Sunday, July 15, 2007

Compare The Condition Of Comparable Properties Before Making An Offer

If you are an organized house hunter you'll visit several open homes (perhaps dozens) and drawn up a shortlist of properties you could possibly make an offer on.

If you have got your shortlist down to one or two properties you'll need to closely examine the features, benefits and disadvantages of each property separately. You'll want to compare the condition of each property, the asking price and compare the general neighborhood.

After working through this process you'll be able to decide if the property is average, above average, or below average when compared to similar properties on offer.

At this point in the process it would pay to compare each property with similar homes that have recently be sold. This is where you may come unstuck because, although you know how much a similar property sold for, you may not know what condition it was in when it sold. This is where a real estate agent may be of help. He or she may have inspected the property before it sold and might be able to give you an honest comparison. It is probably worth a drive past to at least see the outside appearance of the house for yourself.

When comparing homes the condition of each property is important - particularly the structural condition of the property. It is also important to consider: ceilings, floors, walls, doors and windows. Have there been any major improvements such as room additions, garaging, extra bedrooms or bathrooms, swimming pool, wall removals etc. Examine the condition of paintwork, carpets, wall and floor coverings.
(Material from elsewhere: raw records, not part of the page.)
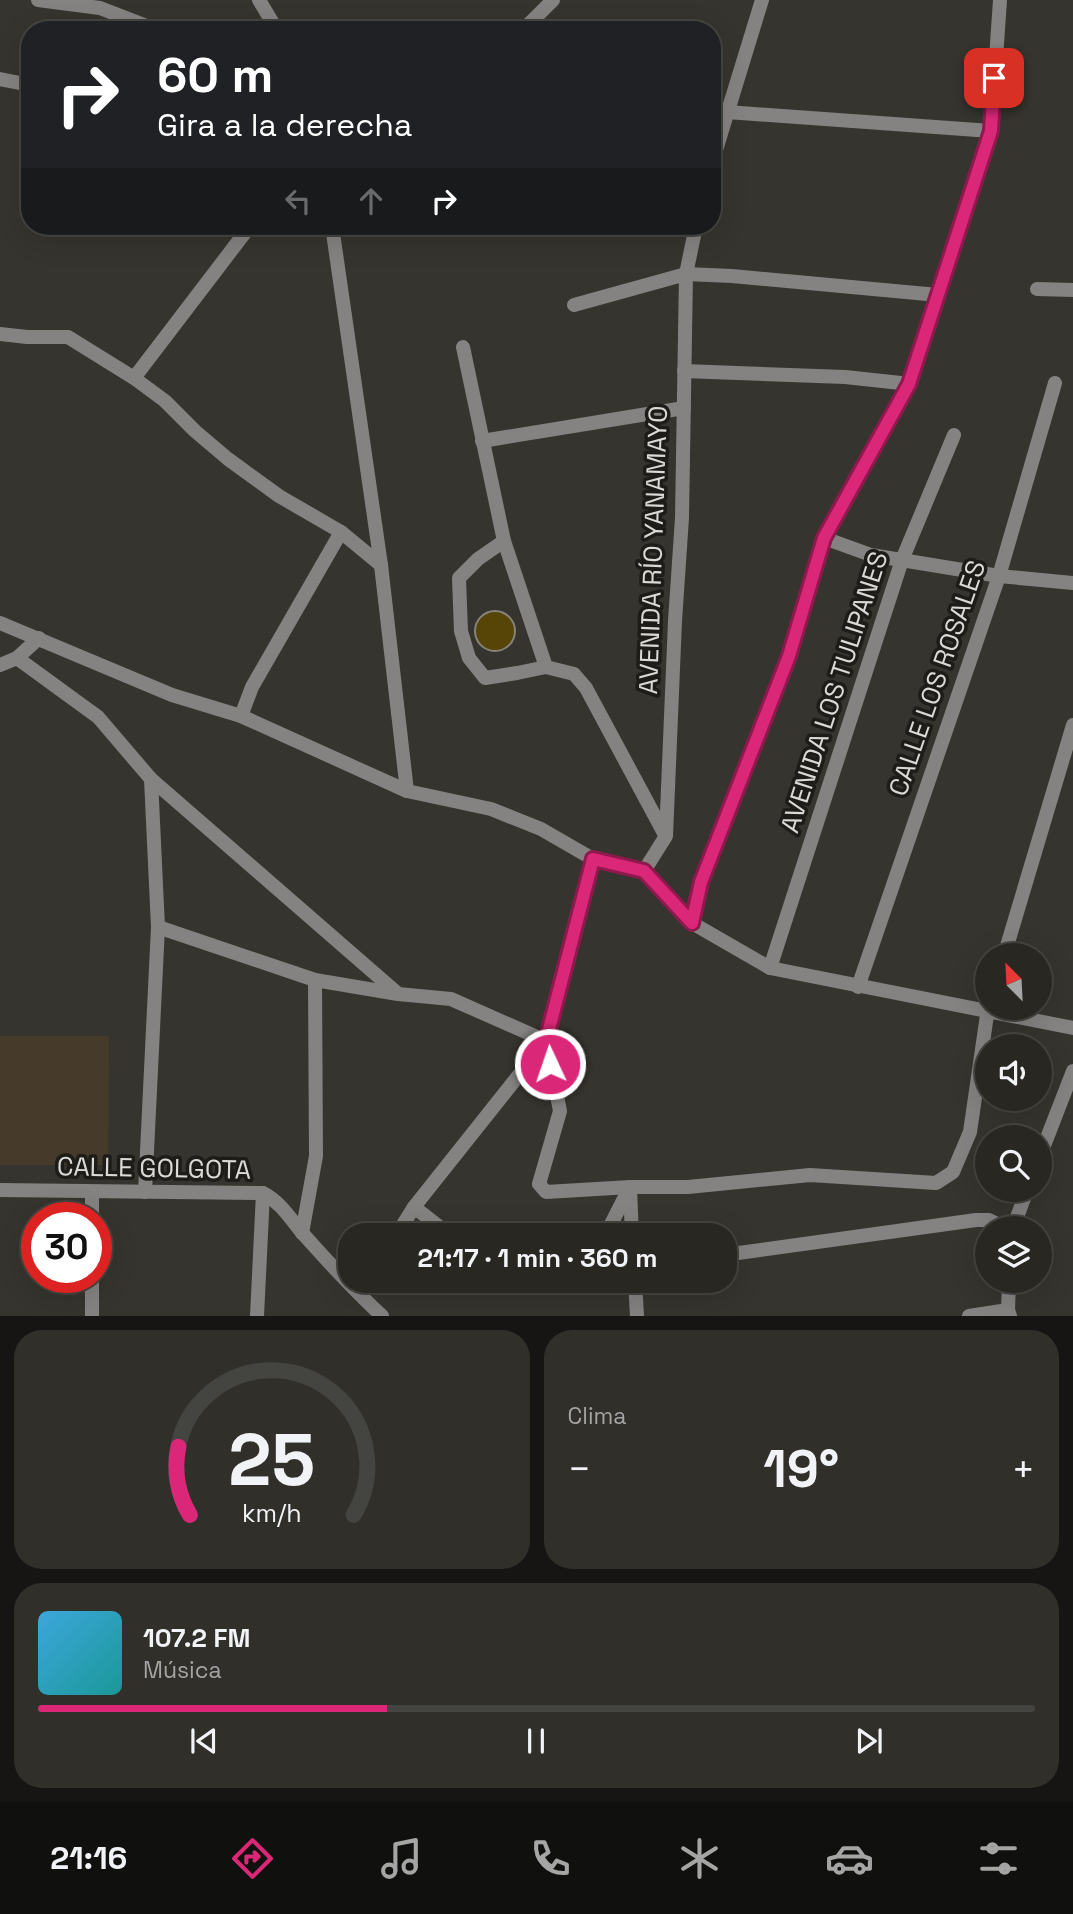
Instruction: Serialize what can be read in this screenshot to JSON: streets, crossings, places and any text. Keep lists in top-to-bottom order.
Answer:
{
  "streets": {
    "street": [
      "AVENIDA RÍO YANAMAYO",
      "CALLE LOS ROSALES",
      "AVENIDA LOS TULIPANES",
      "CALLE GOLGOTA"
    ]
  },
  "north": "top left",
  "page": {
    "turn": ["60 m", "Gira a la derecha"],
    "limit": "30",
    "trip": "21:17 · 1 min · 360 m",
    "tile": "Clima",
    "heat": ["−", "19°", "+"],
    "song": ["107.2 FM", "Música"],
    "tabs": "21:16",
    "gauge": ["25", "km/h"]
  }
}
Look at the quality and condition of household fixtures including: doorknobs, light switches and fittings, and drawer handles. Check the water pressure and find out if any electrical work has been done or is needed. Consider the street appeal and general quality and suitability of landscaping.

When checking the condition of a property always pay close attention to the two most important rooms in the house - kitchen and bathrooms. These rooms can dramatically alter the value and appeal of a property.